### RECORDS FOR PROCESSING
☆ ☆ ☆ ☆ ☆

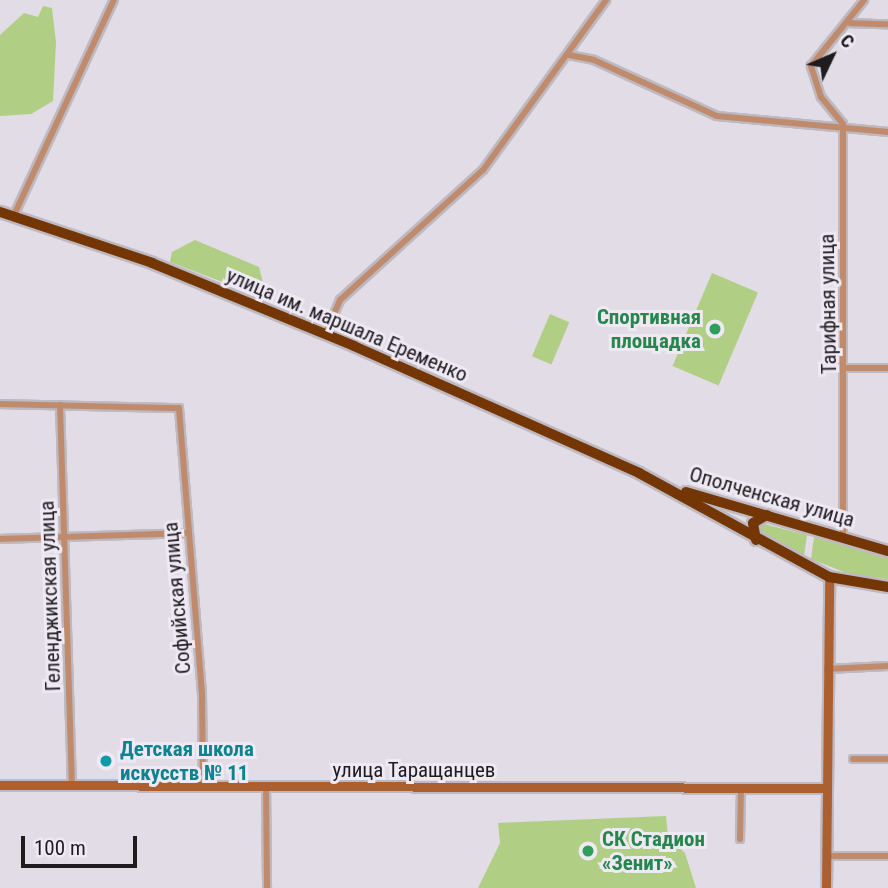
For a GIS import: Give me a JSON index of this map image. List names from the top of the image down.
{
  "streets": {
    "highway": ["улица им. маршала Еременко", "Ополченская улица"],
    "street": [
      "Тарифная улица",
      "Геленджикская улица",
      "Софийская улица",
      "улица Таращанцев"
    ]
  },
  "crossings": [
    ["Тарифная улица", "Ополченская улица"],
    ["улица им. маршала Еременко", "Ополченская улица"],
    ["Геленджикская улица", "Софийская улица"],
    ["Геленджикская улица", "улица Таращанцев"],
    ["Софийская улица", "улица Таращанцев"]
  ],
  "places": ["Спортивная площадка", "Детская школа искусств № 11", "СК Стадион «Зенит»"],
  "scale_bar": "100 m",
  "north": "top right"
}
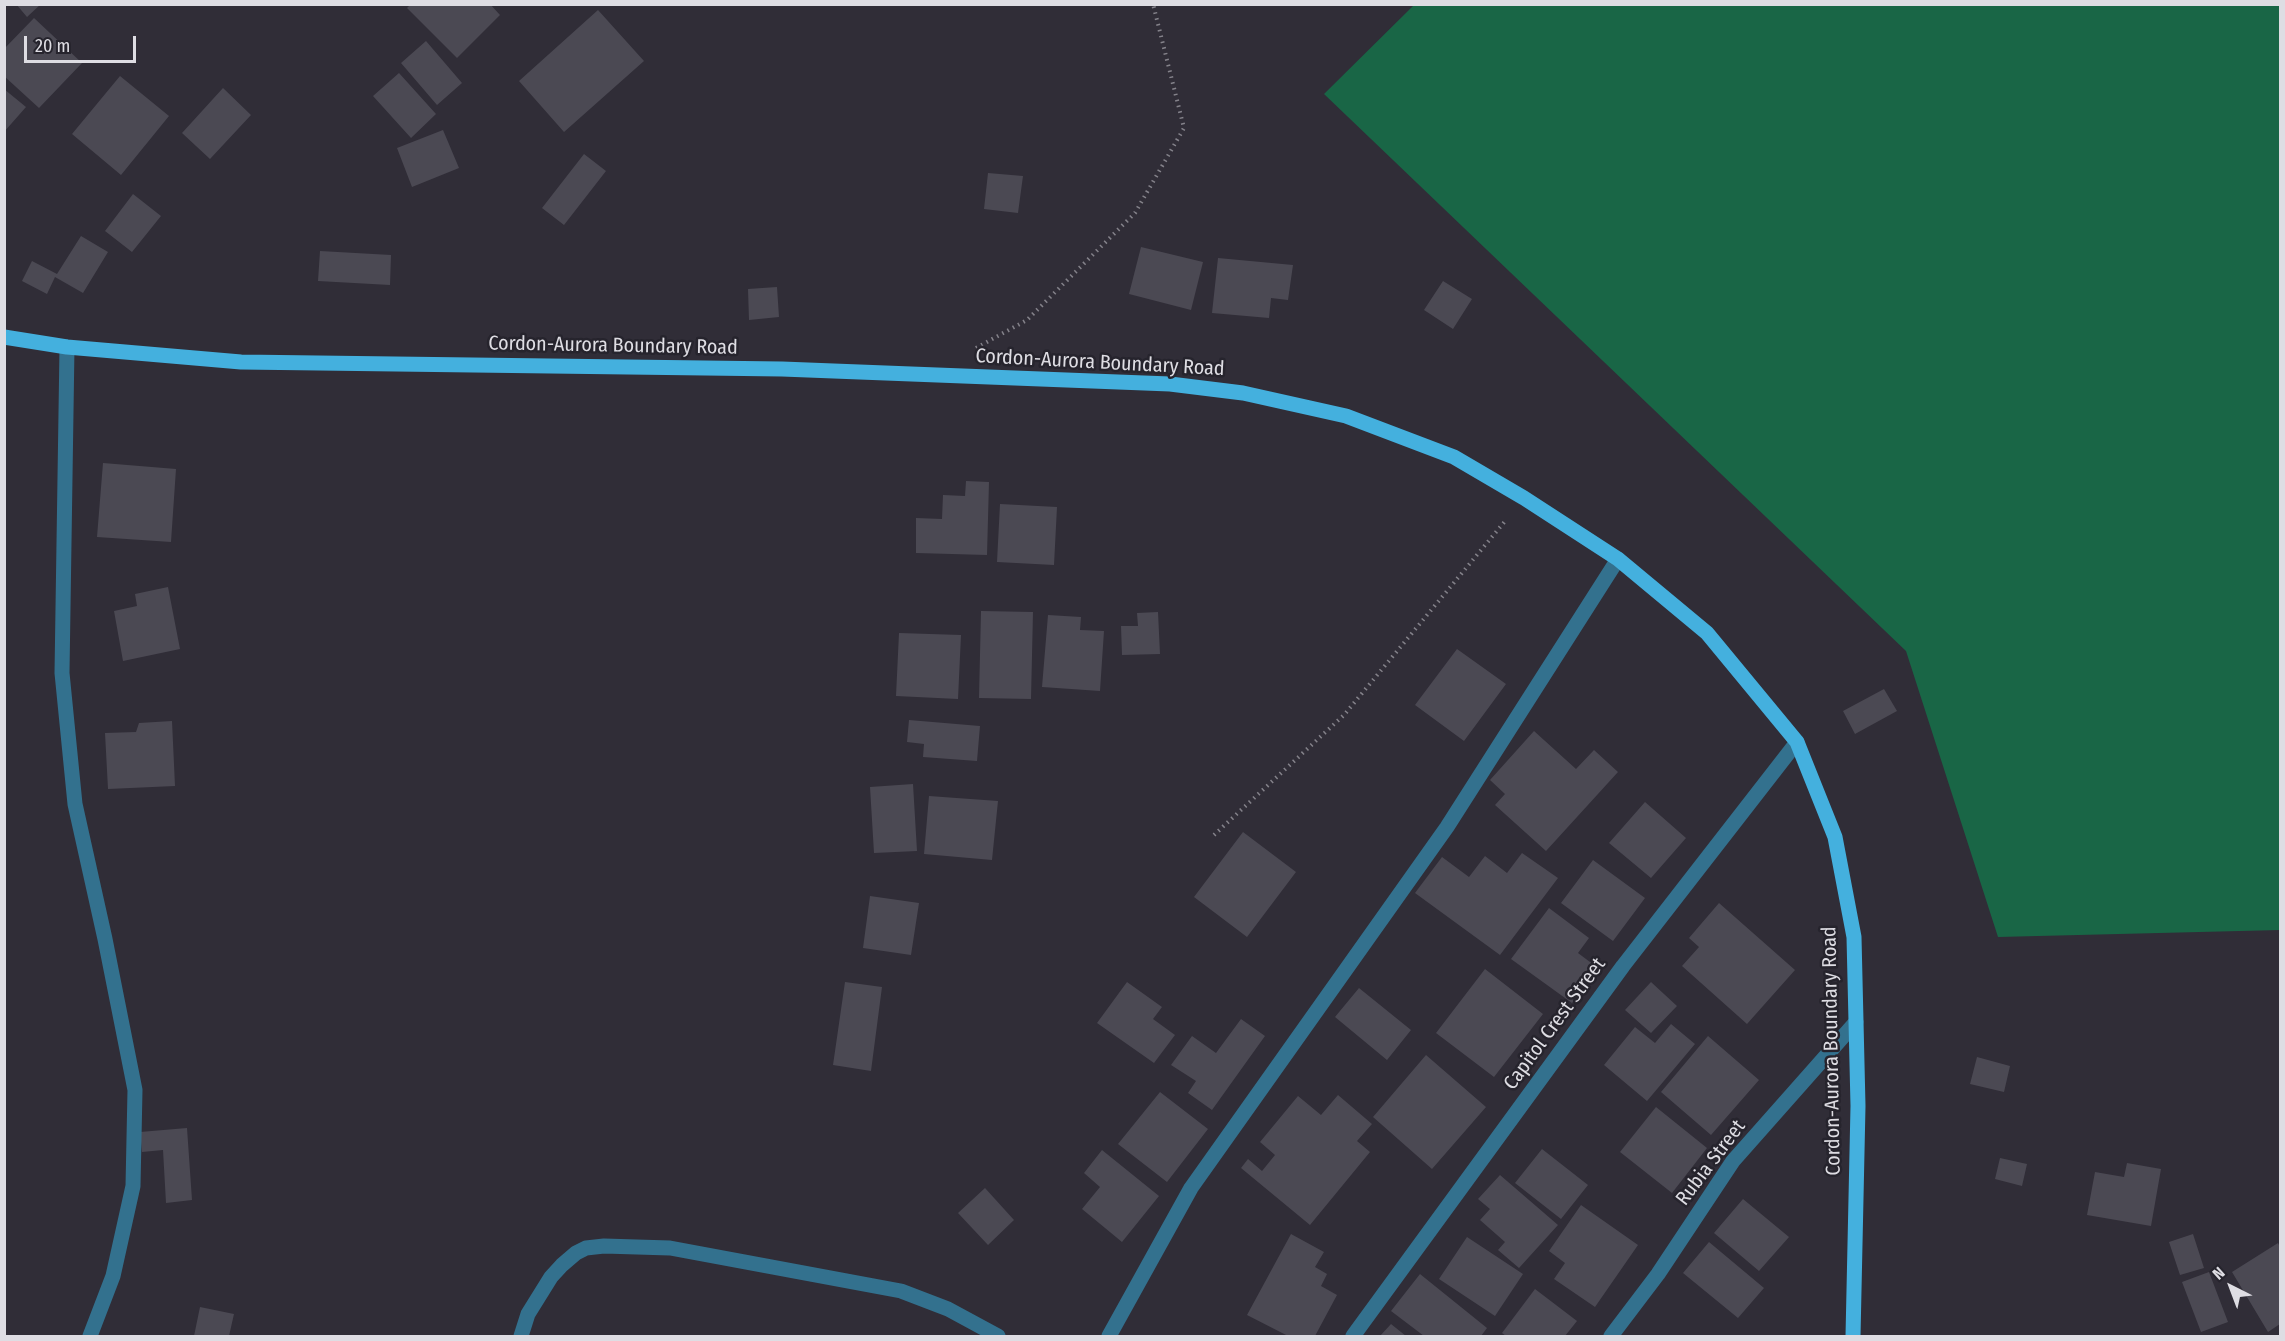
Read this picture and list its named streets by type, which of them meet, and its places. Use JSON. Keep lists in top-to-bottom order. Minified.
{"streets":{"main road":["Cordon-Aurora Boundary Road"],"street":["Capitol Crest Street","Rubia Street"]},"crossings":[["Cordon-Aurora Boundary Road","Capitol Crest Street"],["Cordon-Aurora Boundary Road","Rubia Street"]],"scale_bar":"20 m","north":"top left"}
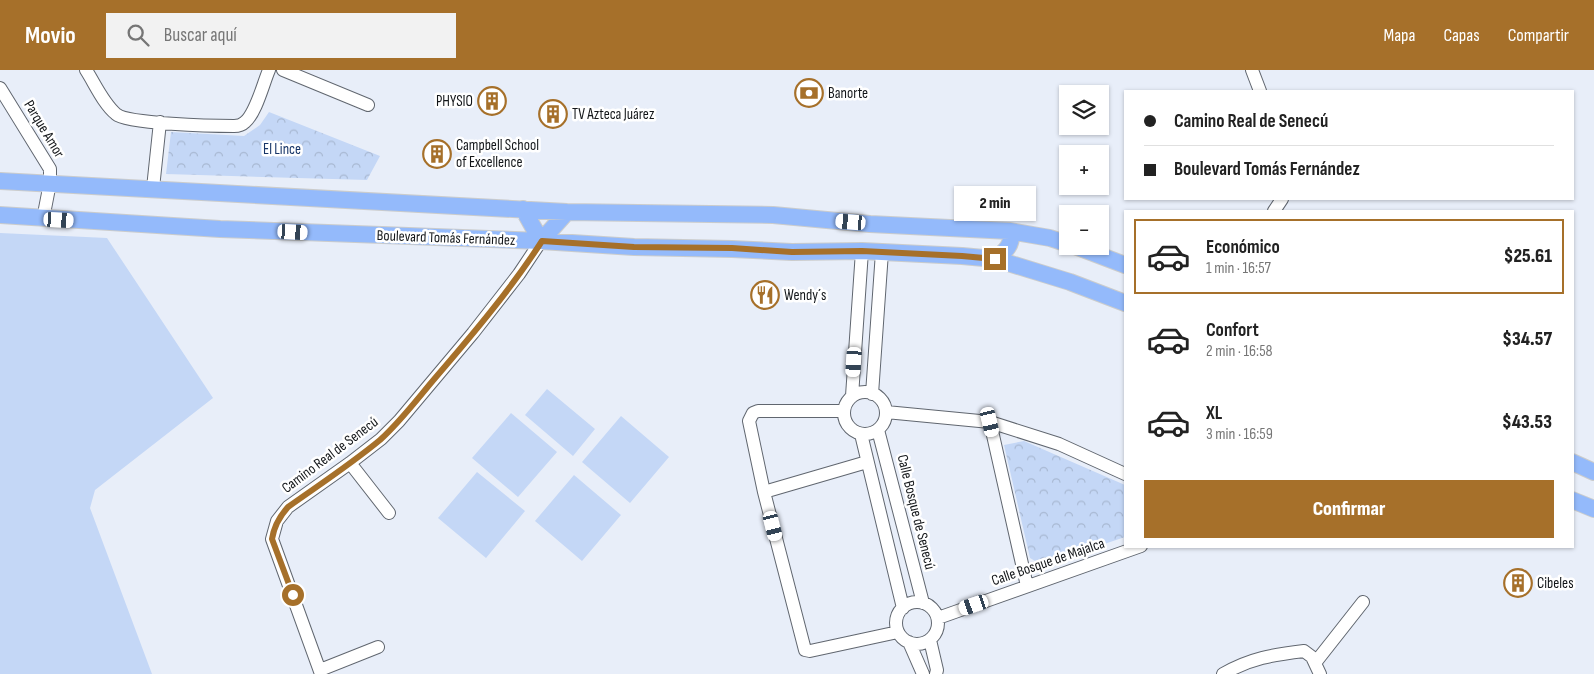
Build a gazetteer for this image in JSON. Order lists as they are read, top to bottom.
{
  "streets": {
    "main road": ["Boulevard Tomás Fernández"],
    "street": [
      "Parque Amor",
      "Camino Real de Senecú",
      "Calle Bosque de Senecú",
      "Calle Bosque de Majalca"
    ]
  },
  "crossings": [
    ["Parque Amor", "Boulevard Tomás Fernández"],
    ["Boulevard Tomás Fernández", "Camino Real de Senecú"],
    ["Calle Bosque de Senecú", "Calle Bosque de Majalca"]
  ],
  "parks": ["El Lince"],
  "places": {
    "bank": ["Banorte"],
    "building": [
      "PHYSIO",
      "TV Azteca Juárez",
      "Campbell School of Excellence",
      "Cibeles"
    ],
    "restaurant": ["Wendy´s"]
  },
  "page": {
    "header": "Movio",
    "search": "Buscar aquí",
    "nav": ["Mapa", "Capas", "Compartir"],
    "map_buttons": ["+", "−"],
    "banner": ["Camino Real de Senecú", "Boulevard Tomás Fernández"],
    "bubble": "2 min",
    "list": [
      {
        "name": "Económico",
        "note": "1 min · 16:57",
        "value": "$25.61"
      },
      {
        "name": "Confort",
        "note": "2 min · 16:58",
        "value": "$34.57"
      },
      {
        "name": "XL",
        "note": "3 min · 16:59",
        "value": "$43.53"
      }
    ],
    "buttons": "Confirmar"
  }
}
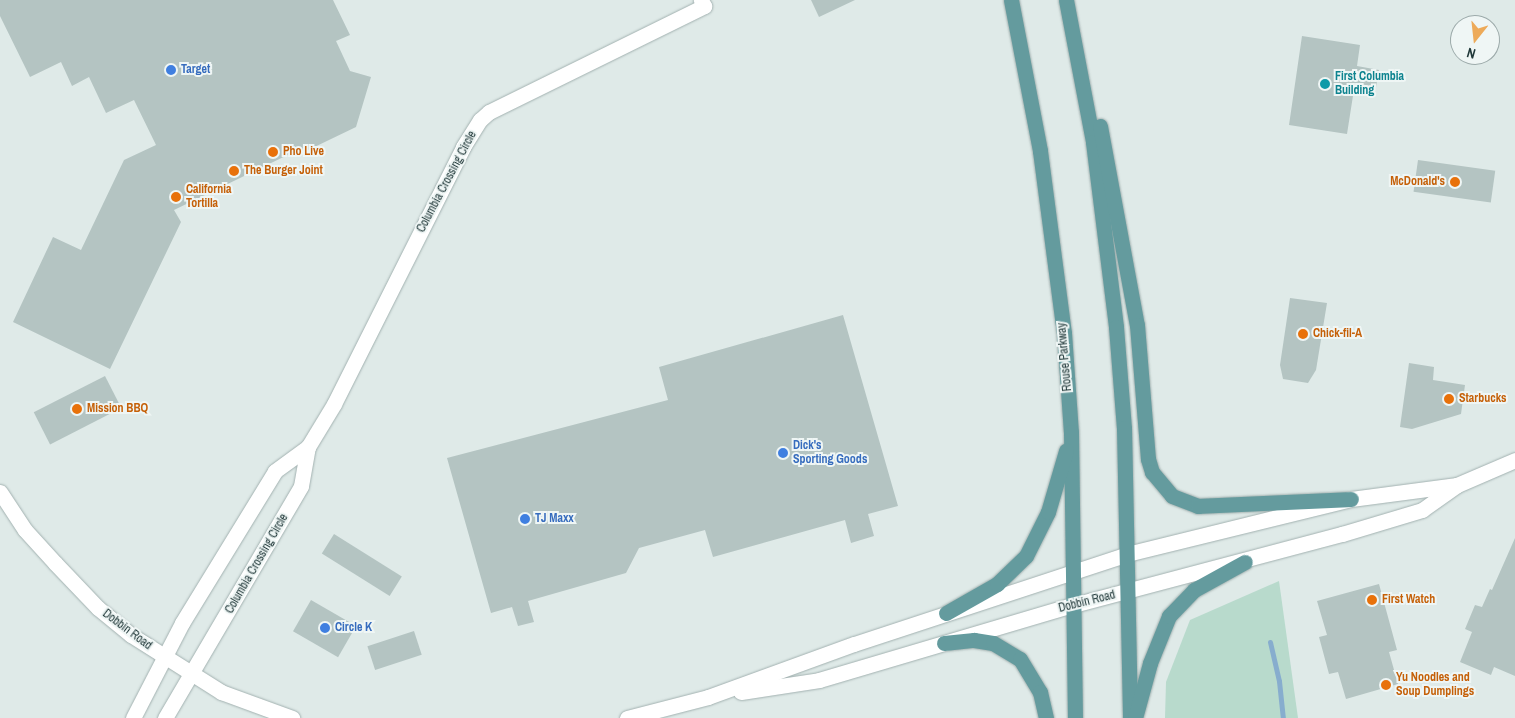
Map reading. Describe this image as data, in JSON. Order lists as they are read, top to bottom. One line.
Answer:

☆ ☆ ☆ ☆ ☆

### EXERCISE OBJECTIVE
Repeat all of the entries above exactly. Keep pictures out of it.

### RESPONSE TO THIS TASK
For a GIS import: Give me a JSON index of this map image. List names from the top of the image down.
{
  "streets": {
    "highway": ["улица им. маршала Еременко", "Ополченская улица"],
    "street": [
      "Тарифная улица",
      "Геленджикская улица",
      "Софийская улица",
      "улица Таращанцев"
    ]
  },
  "crossings": [
    ["Тарифная улица", "Ополченская улица"],
    ["улица им. маршала Еременко", "Ополченская улица"],
    ["Геленджикская улица", "Софийская улица"],
    ["Геленджикская улица", "улица Таращанцев"],
    ["Софийская улица", "улица Таращанцев"]
  ],
  "places": ["Спортивная площадка", "Детская школа искусств № 11", "СК Стадион «Зенит»"],
  "scale_bar": "100 m",
  "north": "top right"
}
Read this picture and list its named streets by type, which of them meet, and its places. Use JSON. Keep lists in top-to-bottom order. Minified.
{"streets":{"main road":["Cordon-Aurora Boundary Road"],"street":["Capitol Crest Street","Rubia Street"]},"crossings":[["Cordon-Aurora Boundary Road","Capitol Crest Street"],["Cordon-Aurora Boundary Road","Rubia Street"]],"scale_bar":"20 m","north":"top left"}
Build a gazetteer for this image in JSON. Order lists as they are read, top to bottom.
{
  "streets": {
    "main road": ["Boulevard Tomás Fernández"],
    "street": [
      "Parque Amor",
      "Camino Real de Senecú",
      "Calle Bosque de Senecú",
      "Calle Bosque de Majalca"
    ]
  },
  "crossings": [
    ["Parque Amor", "Boulevard Tomás Fernández"],
    ["Boulevard Tomás Fernández", "Camino Real de Senecú"],
    ["Calle Bosque de Senecú", "Calle Bosque de Majalca"]
  ],
  "parks": ["El Lince"],
  "places": {
    "bank": ["Banorte"],
    "building": [
      "PHYSIO",
      "TV Azteca Juárez",
      "Campbell School of Excellence",
      "Cibeles"
    ],
    "restaurant": ["Wendy´s"]
  },
  "page": {
    "header": "Movio",
    "search": "Buscar aquí",
    "nav": ["Mapa", "Capas", "Compartir"],
    "map_buttons": ["+", "−"],
    "banner": ["Camino Real de Senecú", "Boulevard Tomás Fernández"],
    "bubble": "2 min",
    "list": [
      {
        "name": "Económico",
        "note": "1 min · 16:57",
        "value": "$25.61"
      },
      {
        "name": "Confort",
        "note": "2 min · 16:58",
        "value": "$34.57"
      },
      {
        "name": "XL",
        "note": "3 min · 16:59",
        "value": "$43.53"
      }
    ],
    "buttons": "Confirmar"
  }
}
Map reading. Describe this image as data, in JSON. Order lists as they are read, top to bottom. One line.
Answer:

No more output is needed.